■ PROBLEM: Report every line of the listing below in which the string "Order" occurs.

■ LISTED RECORDS:
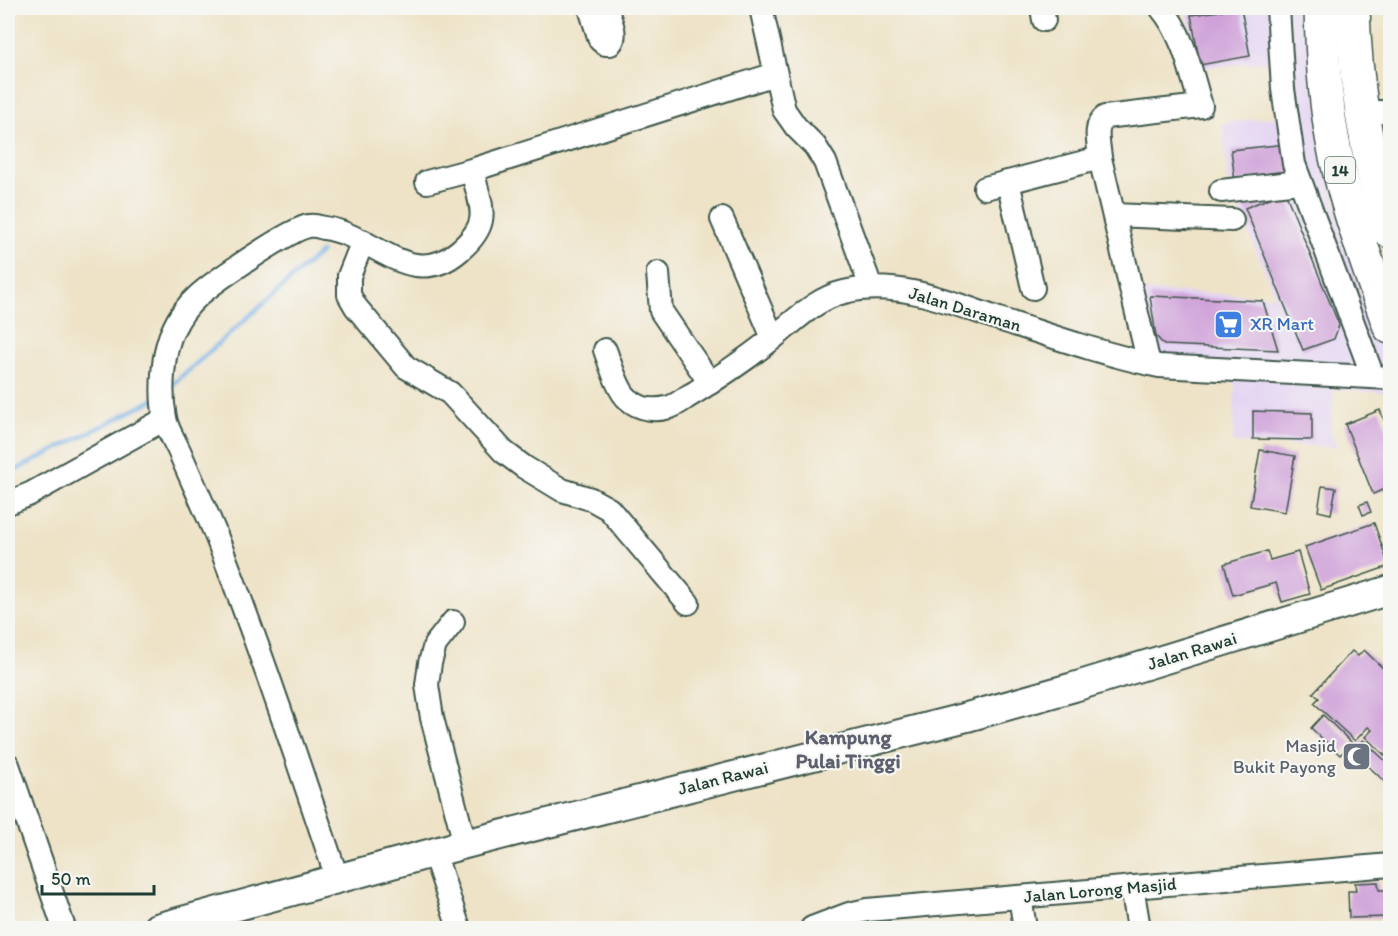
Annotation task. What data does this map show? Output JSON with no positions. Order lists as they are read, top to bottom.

...

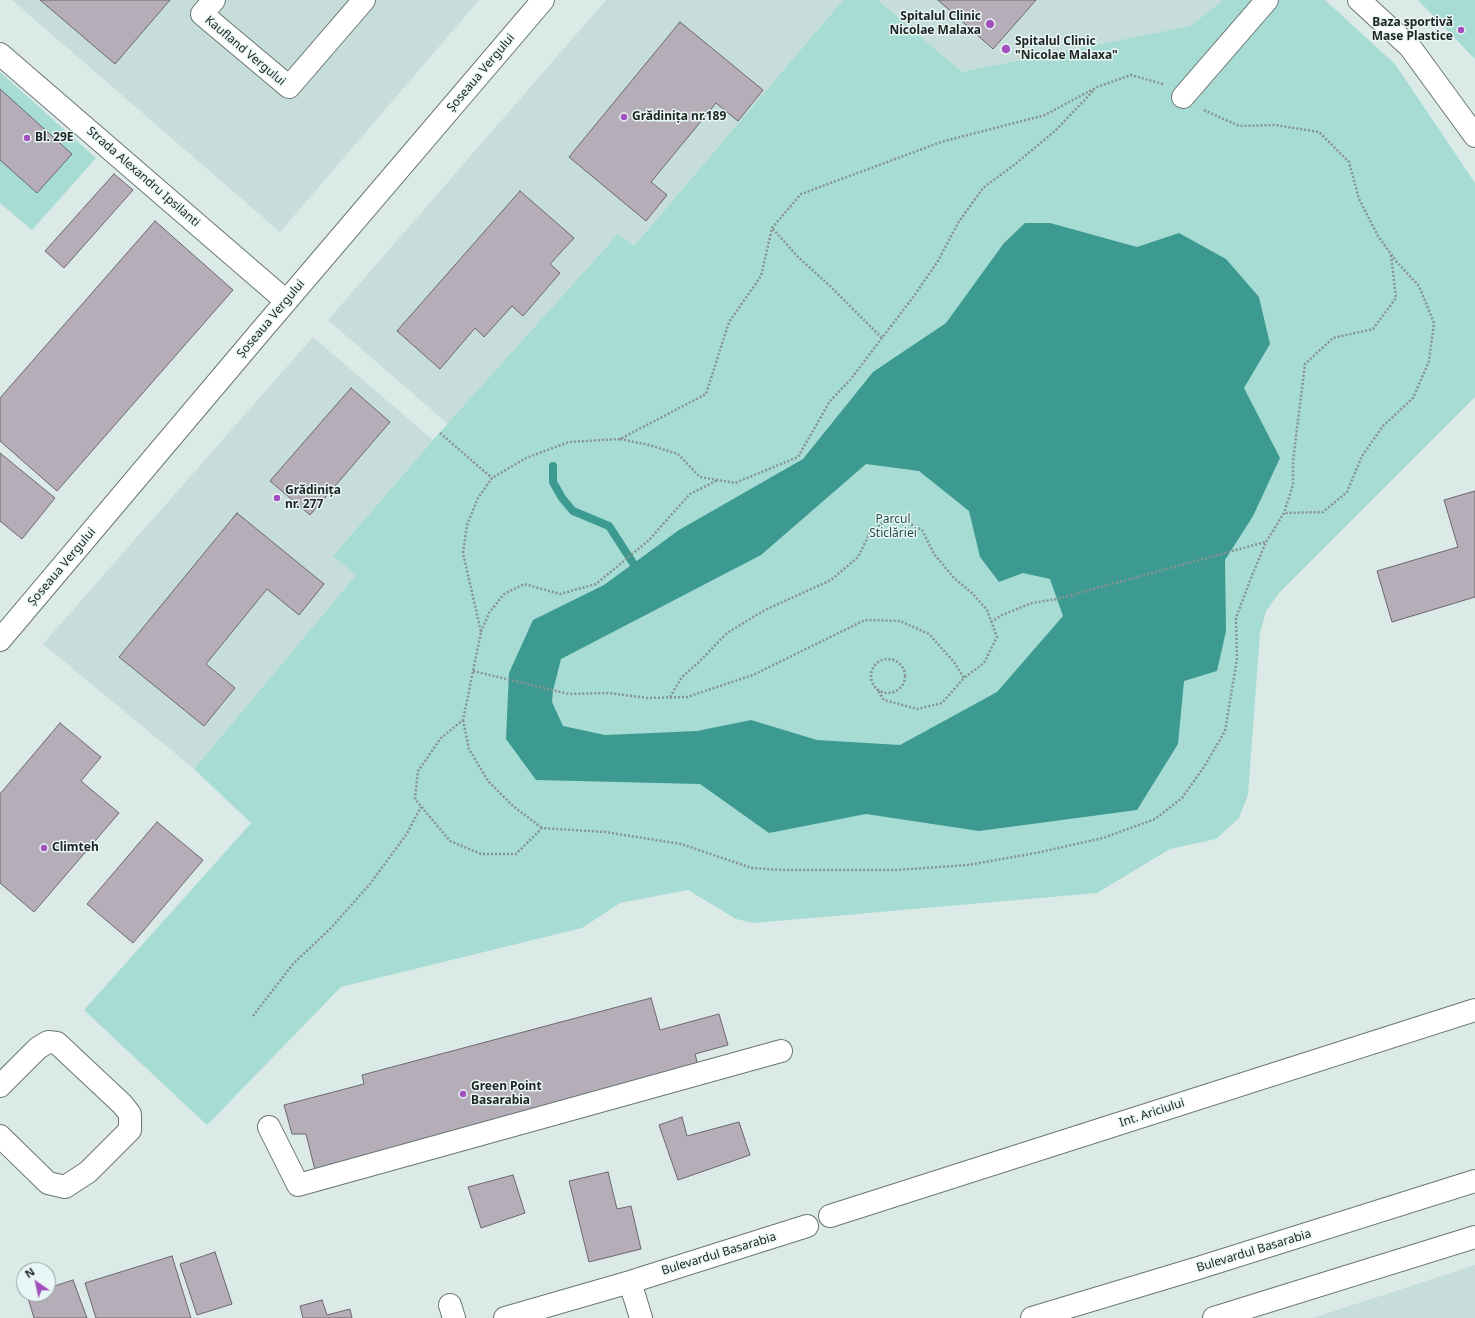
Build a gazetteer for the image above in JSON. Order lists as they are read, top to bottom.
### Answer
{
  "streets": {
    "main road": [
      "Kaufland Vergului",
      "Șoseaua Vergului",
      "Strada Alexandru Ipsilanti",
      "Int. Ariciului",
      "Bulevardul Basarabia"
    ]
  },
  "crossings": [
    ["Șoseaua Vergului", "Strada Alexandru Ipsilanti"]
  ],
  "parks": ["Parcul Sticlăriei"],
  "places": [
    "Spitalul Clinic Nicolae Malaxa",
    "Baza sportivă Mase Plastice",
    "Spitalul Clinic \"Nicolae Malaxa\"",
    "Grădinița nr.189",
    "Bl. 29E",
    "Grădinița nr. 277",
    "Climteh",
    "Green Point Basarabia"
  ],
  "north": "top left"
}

■ YOUR RESPONSE:
Annotation task. What data does this map show? Output JSON with no positions. Order lists as they are read, top to bottom.
Build a gazetteer for the image above in JSON. Order lists as they are read, top to bottom.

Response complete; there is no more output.